The introduction to a reprint of the 1677 publication in 1878 suggested many names were spelt phonetically. An example given was John Peatorson who was probably the Scottish merchant John Patterson. Matth. & Abra. Heybert were possibly Matthew and Abraham Hébert merchants and dyers of French origins. Even the street names suffered with Hartichoak Lane instead of Artichoke Lane.
The only occupations listed were the Blackwell Hall factors and goldsmiths.
In the 1600s manufactured woolen cloth was the principle trade commodity of England and Blackwell Hall in London was the center for that trade.
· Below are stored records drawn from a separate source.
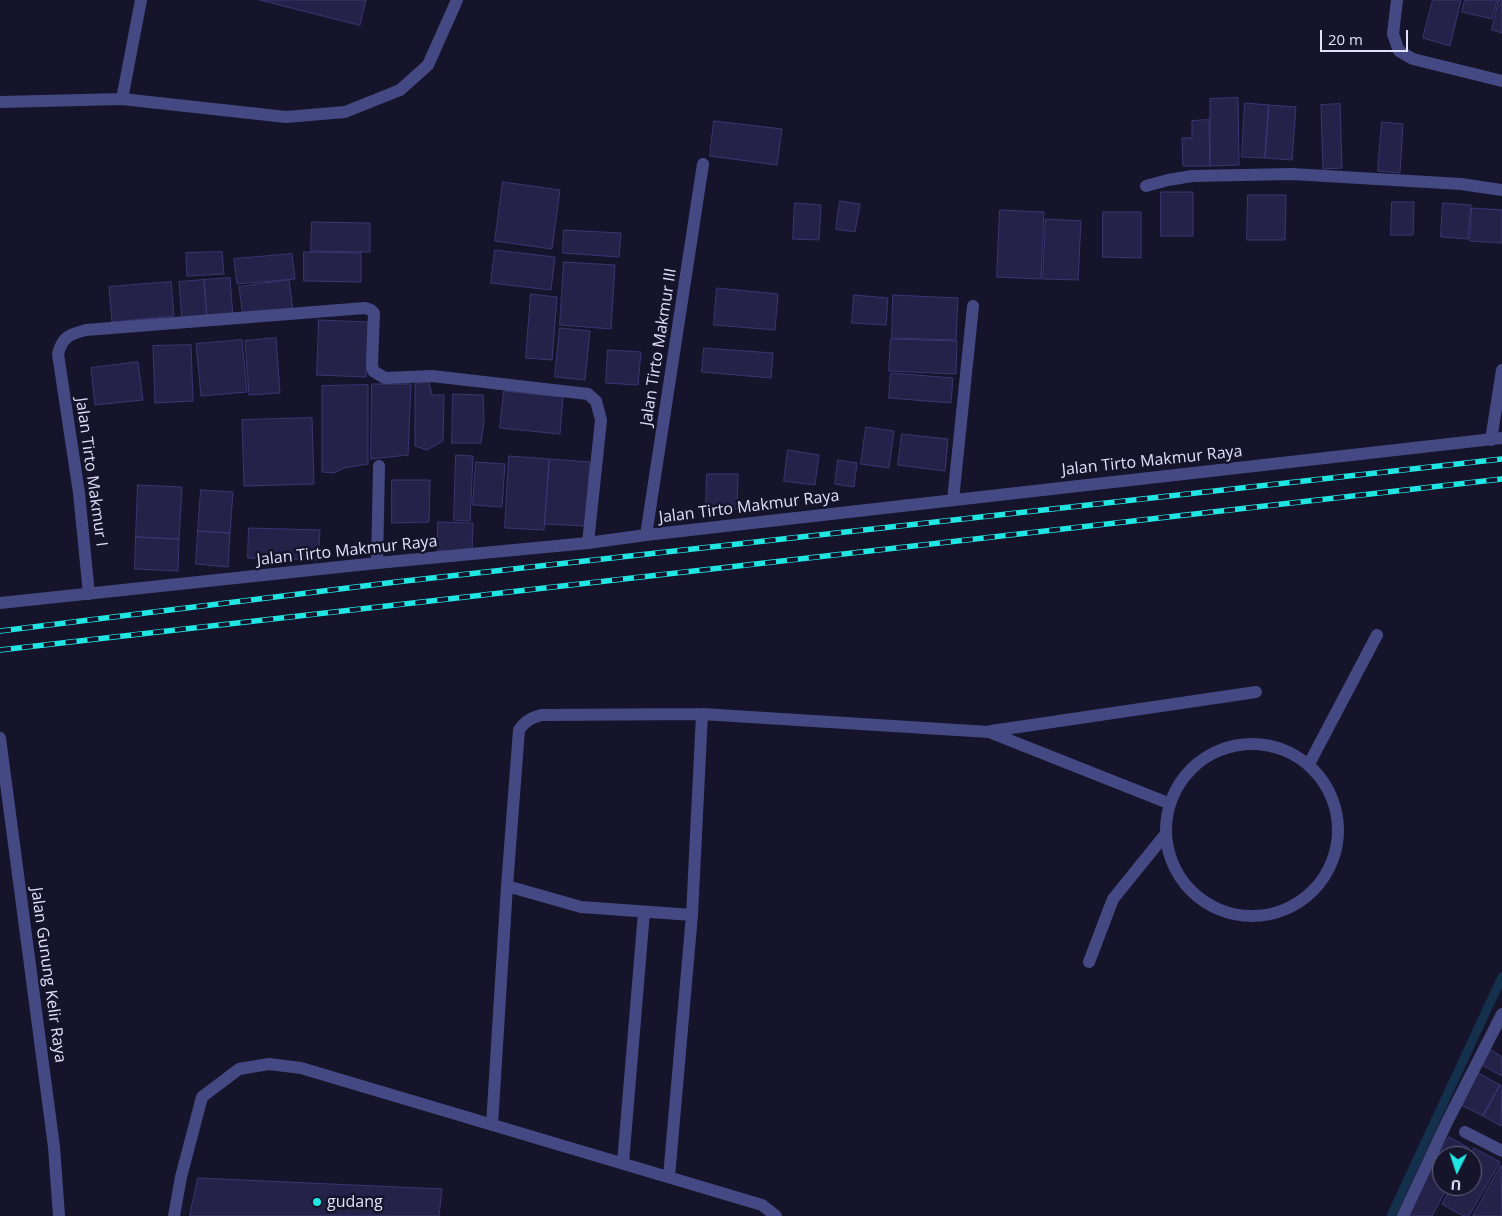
<!DOCTYPE html>
<style>
body{margin:0}
#map{position:relative;width:1502px;height:1216px;overflow:hidden;background:#15142a;font-family:"Open Sans",sans-serif}
canvas{display:block}
.north{position:absolute;left:1432px;top:1146px;width:50px;height:50px;box-sizing:border-box;background:#15142a;border:1px solid #66667e;border-radius:50%;rotate:184deg;font-size:14px;font-weight:700;line-height:20px;text-align:center;color:#e0e0fc}
.north::after{content:'';display:block;margin:auto;width:18px;height:22px;background:#20e7e4;clip-path:polygon(50% 0,100% 100%,50% 72%,0 100%)}
.scale{position:absolute;left:1320px;top:30px;width:88px;height:22px;box-sizing:border-box;border:2px solid #e0e0fc;border-top:0;padding-left:6px;font-size:15px;line-height:18px;white-space:nowrap;color:#e0e0fc;-webkit-text-stroke:4px #15142a;paint-order:stroke}
</style>
<div id="map">
<canvas width="1502" height="1216"></canvas>
<div class="north">U</div>
<div class="scale">20 m</div>
</div>
<script>
const context = document.querySelector('canvas').getContext('2d');
context.lineJoin = 'round';
function strokePath(path, color, width, dash) {
  context.strokeStyle = color;
  context.lineWidth = width;
  context.lineCap = dash ? 'butt' : 'round';
  context.setLineDash(dash || []);
  context.stroke(path);
}
function fillPath(path, color) {
  context.fillStyle = color;
  context.fill(path, 'evenodd');
}
function drawText(font, color, halo, rows, align = 'center') {
  context.font = font + ' "Open Sans",sans-serif';
  context.lineWidth = 5;
  context.setLineDash([]);
  context.textBaseline = 'middle';
  context.strokeStyle = halo;
  context.fillStyle = color;
  for (const [text, x, y, turn = 0] of rows) {
    context.save();
    context.translate(x, y);
    context.rotate((+turn || 0) * Math.PI / 180);
    context.textAlign = isNaN(turn) ? turn : align;
    if (halo) context.strokeText(text, 0, 0);
    context.fillText(text, 0, 0);
    context.restore();
  }
}
strokePath(new Path2D(`
 M1391,1216L1502,977`), '#15304c', 9);
const building = new Path2D(`
 M260,0H366L360,25Z
 M1433,0H1461L1450,46L1423,38Z
 M1465,0H1497L1492,19L1462,12Z
 M1499,0H1502V33L1492,30Z
 M1238,98L1239,165L1210,166V99Z
 M1245,103L1269,105L1265,158L1242,157Z
 M1340,104L1342,168L1323,169L1321,105Z
 M1269,105L1296,107L1292,160L1265,158Z
 M1209,120L1210,166H1183L1182,138H1192V121Z
 M714,121L782,129L777,165L710,156Z
 M1382,122L1403,124L1400,173L1378,171Z
 M503,182L560,190L552,249L495,241Z
 M1161,192H1193V236H1161Z
 M1248,195H1286L1285,240H1247Z
 M840,201L860,204L855,232L836,229Z
 M1392,202H1414L1413,235H1391Z
 M795,203L821,205L819,240L793,239Z
 M1443,203L1471,205L1468,239L1441,237Z
 M1472,208L1502,210V243L1470,241Z
 M1000,210L1044,212L1041,279L997,277Z
 M1103,212H1141V258L1103,257Z
 M1046,219L1081,221L1078,280L1043,279Z
 M312,222L370,223V252L311,251Z
 M564,230L621,233L619,257L563,253Z
 M495,250L555,257L551,290L491,283Z
 M222,252L224,274L187,276L186,253Z
 M304,252L361,253V282L304,281Z
 M292,254L295,279L237,284L234,259Z
 M564,262L615,265L611,329L560,325Z
 M230,278L233,316L207,318L204,280Z
 M204,280L207,318L182,320L179,282Z
 M289,280L293,311L243,317L239,287Z
 M171,282L174,316L112,322L109,287Z
 M717,288L778,294L775,330L714,325Z
 M531,294L557,297L552,360L526,358Z
 M854,295L888,298L886,325L852,323Z
 M893,295L958,298L956,340L892,338Z
 M319,320L368,322L366,377L317,375Z
 M560,328L590,331L585,380L555,377Z
 M276,338L280,393L249,395L245,341Z
 M891,339L957,341L956,374L889,371Z
 M242,340L247,392L201,396L196,344Z
 M191,345L193,401L155,403L153,346Z
 M704,348L773,353L771,378L702,372Z
 M608,350L641,352L638,385L606,383Z
 M138,362L143,400L95,405L91,368Z
 M891,373L953,378L951,403L889,398Z
 M429,382L432,395H444L443,441L427,450L415,446V384Z
 M372,384H411L408,455L371,459Z
 M368,385V464L344,468L334,473L322,472V386Z
 M504,391L563,397L560,434L500,428Z
 M453,394L483,395L484,421L481,443H452Z
 M312,418L314,484L244,486L242,420Z
 M866,427L894,431L889,468L861,464Z
 M902,434L948,439L945,471L898,465Z
 M788,450L819,455L815,485L784,481Z
 M456,455L473,456L470,521L454,520Z
 M509,456L549,459L544,530L505,528Z
 M550,459L590,462L585,526L545,524Z
 M838,460L857,463L854,487L835,484Z
 M476,462L505,464L502,507L473,505Z
 M707,474H738L737,509H706Z
 M392,480H430L429,522L392,523Z
 M138,485L182,487L179,539L136,537Z
 M201,490L233,492L230,533L198,531Z
 M438,522L473,523L472,552L438,551Z
 M249,528L320,530L318,560L248,558Z
 M198,531L230,533L228,567L196,564Z
 M136,537L179,539L178,571L135,569Z
 M1491,1050L1502,1057V1076L1482,1065Z
 M1478,1073L1500,1085L1483,1116L1461,1105Z
 M1500,1085L1502,1086L1501,1126L1483,1116Z
 M1449,1137L1469,1148L1465,1156H1442V1186H1448L1432,1216H1406Z
 M1474,1148L1500,1162L1469,1216H1463L1442,1204L1452,1186H1472V1156H1469Z
 M1501,1165L1502,1216H1473Z
 M198,1178L442,1189L439,1216H190Z`);
fillPath(building, '#252249');
strokePath(building, '#3b3672', 1);
strokePath(new Path2D(`
 M1397,0L1393,34L1399,51L1413,59L1502,81
 M122,99L141,0
 M0,102L122,99L286,117L345,112L400,90L428,65L457,0
 M1146,186L1168,180L1192,176L1292,174L1461,184L1502,190
 M1491,440L1502,370
 M953,500L973,306
 M646,535L703,164
 M377,563L379,466
 M89,594L79,493L58,354C62,337 70,334 86,330L365,308L371,310L374,313L372,364L373,371L385,378L432,376L588,394L596,401L601,420L588,543
 M0,603L377,563L588,543L646,535L1502,438
 M702,714L692,915L581,907L507,886L519,730C525,721 531,718 541,715L702,714L989,732L1168,803
 M991,731L1256,692
 M0,738L54,1147L59,1216
 M1166 830a86 86 0 1 1 172 0a86 86 0 1 1-172 0Z
 M1309,764L1377,635
 M1089,962L1113,899L1164,836
 M492,1125L507,886
 M1465,1132L1502,1151
 M623,1163L644,912
 M669,1177L692,915
 M174,1216L181,1177L202,1097L239,1069L269,1064L301,1068L762,1205L776,1216
 M1403,1216L1447,1122L1502,1014`), '#444983', 12);
const rail = new Path2D(`
 M0,631L396,582L1502,459
 M0,650L1502,479`);
strokePath(rail, '#20e7e4', 5.5);
strokePath(rail, '#15142a', 4, [11]);
for (const [x, y, r, color] of [
 [317,1202,5,"#20e7e4"]
]) {
  const dot = new Path2D();
  dot.arc(x, y, r, 0, 2 * Math.PI);
  context.fillStyle = color;
  context.fill(dot);
  strokePath(dot, '#15142a', 2);
}
drawText('16px', '#e0e0fc', '#15142a', [
 ["Jalan Tirto Makmur III",659,347,-81],
 ["Jalan Tirto Makmur Raya",1152,461,-6],
 ["Jalan Tirto Makmur I",91,472,82],
 ["Jalan Tirto Makmur Raya",749,507,-7],
 ["Jalan Tirto Makmur Raya",347,551,-6],
 ["Jalan Gunung Kelir Raya",48,975,82]
]);
drawText('16px', '#e0e0fc', '#15142a', [
 ["gudang",327,1202]
], 'left');
</script>
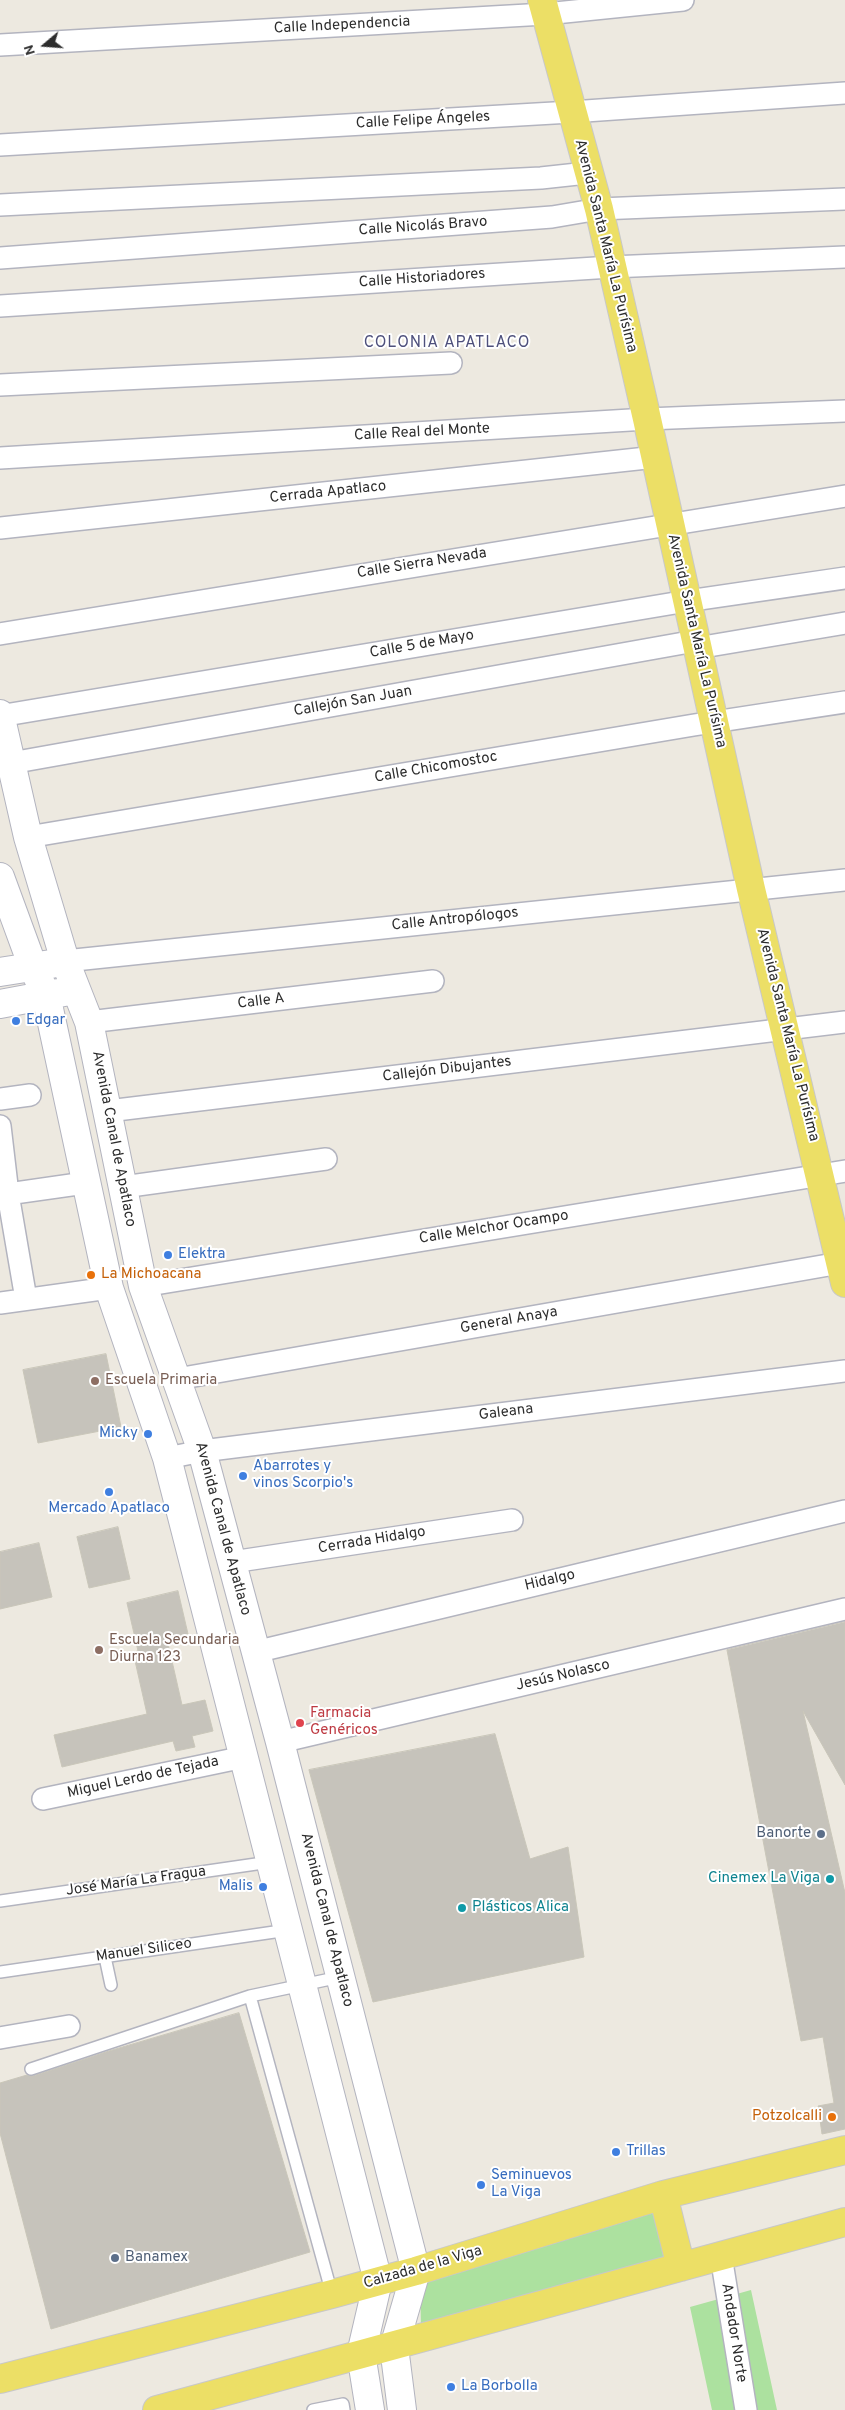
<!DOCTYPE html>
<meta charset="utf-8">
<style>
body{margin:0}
#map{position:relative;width:845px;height:2410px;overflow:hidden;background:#ede9e0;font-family:Overpass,sans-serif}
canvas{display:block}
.north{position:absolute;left:20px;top:20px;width:50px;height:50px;-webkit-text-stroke:4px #fff;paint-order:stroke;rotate:252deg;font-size:14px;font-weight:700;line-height:20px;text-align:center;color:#2d2d2d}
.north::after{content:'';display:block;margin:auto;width:18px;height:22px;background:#2d2d2d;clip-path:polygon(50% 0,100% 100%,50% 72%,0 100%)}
</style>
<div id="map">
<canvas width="845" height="2410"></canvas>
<div class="north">N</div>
</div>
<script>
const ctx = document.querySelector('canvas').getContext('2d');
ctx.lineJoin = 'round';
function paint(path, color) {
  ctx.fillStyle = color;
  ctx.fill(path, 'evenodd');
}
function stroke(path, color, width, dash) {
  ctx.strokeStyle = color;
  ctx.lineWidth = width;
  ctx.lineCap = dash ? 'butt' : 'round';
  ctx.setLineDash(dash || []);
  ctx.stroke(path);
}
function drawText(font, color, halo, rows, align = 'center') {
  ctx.font = font + ' Overpass,sans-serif';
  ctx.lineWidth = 4;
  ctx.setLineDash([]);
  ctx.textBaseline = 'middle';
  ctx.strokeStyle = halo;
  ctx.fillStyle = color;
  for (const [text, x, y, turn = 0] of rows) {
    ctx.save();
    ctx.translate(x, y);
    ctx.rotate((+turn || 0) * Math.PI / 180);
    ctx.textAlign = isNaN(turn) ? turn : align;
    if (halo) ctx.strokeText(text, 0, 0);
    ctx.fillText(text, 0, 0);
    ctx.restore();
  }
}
const green = new Path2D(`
 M 658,2204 L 673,2264 L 421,2331 L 420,2275 Z
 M 751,2290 L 777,2410 L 712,2410 L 690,2307 Z`);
const building = new Path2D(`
 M 106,1354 L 121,1427 L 38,1443 L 23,1370 Z
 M 118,1527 L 130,1579 L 89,1588 L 77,1537 Z
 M 39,1543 L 52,1597 L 0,1609 L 0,1552 Z
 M 178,1591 L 188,1634 L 167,1639 L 182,1705 L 205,1700 L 213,1731 L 192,1736 L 195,1747 L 176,1751 L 173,1741 L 62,1767 L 54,1735 L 147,1714 L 133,1652 L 138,1651 L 127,1603 Z
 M 845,1622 L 845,1785 L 803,1711 L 845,1893 L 845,2129 L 822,2134 L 818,2106 L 834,2103 L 823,2037 L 801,2041 L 727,1650 Z
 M 495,1734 L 530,1859 L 568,1847 L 584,1957 L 373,2002 L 309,1770 Z
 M 239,2013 L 310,2252 L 51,2329 L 0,2133 L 0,2083 L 27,2075 L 33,2076 L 109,2051 Z`);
const lane = new Path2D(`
 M 0,1901 L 270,1862
 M 105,1957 L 111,1985
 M 0,1972 L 288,1930
 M 250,1996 L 332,2294
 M 31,2069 L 250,1996 L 340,1977
 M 313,2410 L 343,2404 L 344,2410`);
const street = new Path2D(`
 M 0,45 L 545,14 L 683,0
 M 0,145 L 571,112 L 845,93
 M 0,205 L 541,178 L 587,173
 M 0,258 L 552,217 L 599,209 L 845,199
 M 0,306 L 611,267 L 845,257
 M 0,385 L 451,363
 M 0,458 L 647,419 L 845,411
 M 0,528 L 656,457
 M 0,634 L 845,496
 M 697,648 L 845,623
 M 0,716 L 687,601 L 845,578
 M 11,763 L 695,641
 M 28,837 L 694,725 L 845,702
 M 65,961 L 845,880
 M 89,1022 L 433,981
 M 0,1099 L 30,1095
 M 108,1111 L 845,1022
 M 0,1126 L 8,1194 L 26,1299
 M 123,1187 L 326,1159
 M 0,1195 L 85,1183
 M 143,1286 L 845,1171
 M 0,1303 L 109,1288
 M 177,1379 L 845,1262
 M 167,1458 L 202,1451 L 845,1371
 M 232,1562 L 512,1520
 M 255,1652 L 845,1511
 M 280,1742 L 845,1609
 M 43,1799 L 244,1757
 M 0,2038 L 69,2026
 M 721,2256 L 746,2410`);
const secondary = new Path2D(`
 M 0,714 L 28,837 L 65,961 L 89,1022 L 143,1286 L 202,1451 L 280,1742 L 416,2271 L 394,2347 L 402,2410
 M 0,877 L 33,967 L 46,995 L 109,1288 L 167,1458 L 378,2281 L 361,2354 L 370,2410
 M 0,972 L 51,964
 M 0,1004 L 64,992`);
const primary = new Path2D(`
 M 542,0 L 599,209 L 647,419 L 751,889 L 845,1283
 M 663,2195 L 681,2267
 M 0,2379 L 332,2294 L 416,2271 L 663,2195 L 845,2150
 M 157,2410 L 845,2222`);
const markers = [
 [16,1021,5,"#3f7fe0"],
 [168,1255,5,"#3f7fe0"],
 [91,1275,5,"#e8710a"],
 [95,1381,5,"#8d6e63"],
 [148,1434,5,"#3f7fe0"],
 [243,1476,5,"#3f7fe0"],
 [109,1492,5,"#3f7fe0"],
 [99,1650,5,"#8d6e63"],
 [300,1723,5,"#e0444e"],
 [821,1834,5,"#5c6f8a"],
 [830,1879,5,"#0f9aa8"],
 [263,1887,5,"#3f7fe0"],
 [462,1908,5,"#0f9aa8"],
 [832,2117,5,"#e8710a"],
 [616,2152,5,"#3f7fe0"],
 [481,2185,5,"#3f7fe0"],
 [115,2258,5,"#5c6f8a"],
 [451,2387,5,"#3f7fe0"]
];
const streetNames = [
 ["Calle Independencia",342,26,-3],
 ["Calle Felipe Ángeles",423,121,-3],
 ["Calle Nicolás Bravo",423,227,-4],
 ["Avenida Santa María La Purísima",605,246,76],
 ["Calle Historiadores",422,279,-4],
 ["Calle Real del Monte",422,433,-3],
 ["Cerrada Apatlaco",328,493,-6],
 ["Calle Sierra Nevada",422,564,-9],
 ["Avenida Santa María La Purísima",696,641,77],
 ["Calle 5 de Mayo",422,645,-10],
 ["Callejón San Juan",353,702,-10],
 ["Calle Chicomostoc",436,768,-10],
 ["Calle Antropólogos",455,920,-6],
 ["Calle A",261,1002,-7],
 ["Avenida Santa María La Purísima",787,1035,76],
 ["Callejón Dibujantes",447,1070,-7],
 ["Avenida Canal de Apatlaco",113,1139,79],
 ["Calle Melchor Ocampo",494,1228,-9],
 ["General Anaya",509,1321,-10],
 ["Galeana",506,1413,-7],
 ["Avenida Canal de Apatlaco",222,1529,75],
 ["Cerrada Hidalgo",372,1541,-9],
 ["Hidalgo",550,1581,-13],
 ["Jesús Nolasco",563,1676,-13],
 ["Miguel Lerdo de Tejada",143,1778,-12],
 ["José María La Fragua",136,1882,-8],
 ["Avenida Canal de Apatlaco",326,1920,76],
 ["Manuel Siliceo",144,1951,-8],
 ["Calzada de la Viga",423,2268,-16],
 ["Andador Norte",733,2333,81]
];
const shopNames = [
 ["Edgar",26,1021],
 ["Elektra",178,1255],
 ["Micky",138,1434,"right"],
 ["Abarrotes y",253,1467],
 ["vinos Scorpio's",253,1484],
 ["Mercado Apatlaco",109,1509,"center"],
 ["Malis",253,1887,"right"],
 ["Trillas",626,2152],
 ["Seminuevos",491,2176],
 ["La Viga",491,2193],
 ["La Borbolla",461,2387]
];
const foodNames = [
 ["La Michoacana",101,1275],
 ["Potzolcalli",822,2117,"right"]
];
const educationNames = [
 ["Escuela Primaria",105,1381],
 ["Escuela Secundaria",109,1641],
 ["Diurna 123",109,1658]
];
const healthNames = [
 ["Farmacia",310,1714],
 ["Genéricos",310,1731]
];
const serviceNames = [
 ["Banorte",811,1834],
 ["Banamex",125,2258,"left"]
];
const cultureNames = [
 ["Cinemex La Viga",820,1879],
 ["Plásticos Alica",472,1908,"left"]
];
const neighbourhoodNames = [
 ["COLONIA APATLACO",447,344]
];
paint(green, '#ace19f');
paint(building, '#c6c3bb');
stroke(building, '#c9c6b9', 1);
stroke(lane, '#b3b4bf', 14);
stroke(street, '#b3b4bf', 24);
stroke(secondary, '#b3b4bf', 30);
stroke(primary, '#c8c8c8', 30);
stroke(lane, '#fff', 11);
stroke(street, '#fff', 21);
stroke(secondary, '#fff', 28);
stroke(primary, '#ecdf66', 28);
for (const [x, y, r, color] of markers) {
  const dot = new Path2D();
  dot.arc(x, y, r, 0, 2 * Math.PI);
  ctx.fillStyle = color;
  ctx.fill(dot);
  stroke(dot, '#fff', 2);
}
drawText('15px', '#2d2d2d', '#fff', streetNames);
drawText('15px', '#366cbe', '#fff', shopNames, 'left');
drawText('15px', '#c56008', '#fff', foodNames, 'left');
drawText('15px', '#785e54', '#fff', educationNames, 'left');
drawText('15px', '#be3a42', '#fff', healthNames, 'left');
drawText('15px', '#4e5e75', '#fff', serviceNames, 'right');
drawText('15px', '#0d838f', '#fff', cultureNames, 'right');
ctx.letterSpacing = '1px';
drawText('16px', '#4e507c', '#fff', neighbourhoodNames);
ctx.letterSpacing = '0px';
</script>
Initially cloth manufacturers, clothiers, would bring the finished product to Blackwell Hall to be displayed and sold to merchants and drapers. In the mid 1600s agents, or Blackwell-hall Factors, were introduced to handle the trade, for a fee. By the 1690s the Blackwell-hall Factors had virtually taken over the market so that clothiers were excluded from selling their own goods, as was their ancient right, causing a long running controversy. The Blackwell-hall Factors were still very active in the mid 1700s.
The goldsmiths listed are those that 'kept running cashes'. Goldsmiths were the early bankers before the revolution of 1688 and joints stock banking and safe facilities in paper currency started a new era in finance.